Abstract

Clusters of high incidence areas of presenile Alzheimer's disease were found in Scotland between 1974 and 1988. We present a novel index of case kinship based on the number of observed common ancestors of cases compared with the number expected in order to evaluate whether these cluster are attributable to familial cases. One county with high incidence was Lanarkshire, with 69 of the 451 national presenile Alzheimer's disease cases and 185 of the 1794 any-cause dementia cases. None of the 69 presenile Alzheimer's disease cases shared a common great-grandmother and there was no instance where an individual case's great-grandmother was another case's grandmother. Five pairs of dementia cases shared a great-grandmother; for two pairs, one case's great-grandmother was another's grandmother.

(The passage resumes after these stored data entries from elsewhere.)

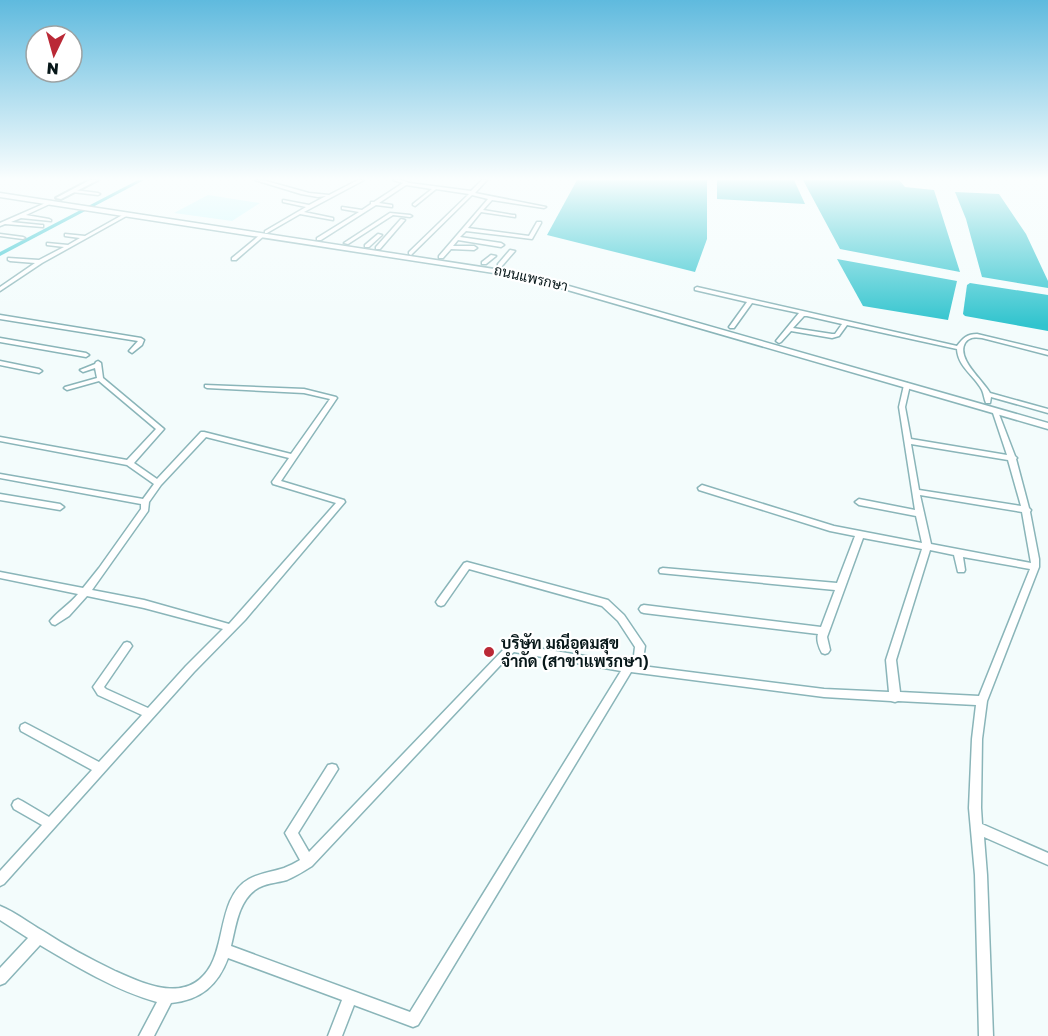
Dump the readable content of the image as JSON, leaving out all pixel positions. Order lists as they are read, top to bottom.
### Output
{
  "streets": {
    "main road": ["ถนนแพรกษา"]
  },
  "places": ["บริษัท มณีอุดมสุข จำกัด (สาขาแพรกษา)"],
  "north": "bottom"
}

We estimated the 'at-risk' ancestral population as 46,000 for the midpoint census of 1861 for the cross-sectional estimate, 155,812 for the cumulative estimate between 1831 and 1891, and 90,282 for the cumulative estimate between 1841 and 1871. Hence, we expected a maximum of 0.29 shared great-grandmothers for presenile Alzheimer's disease cases, and 2.13 shared great-grandmothers for dementia cases. Case-kinship is 2.35 more than expected (estimated range 1.84-3.18). We conclude that familial factors contribute to the incidence of dementia in Lanarkshire.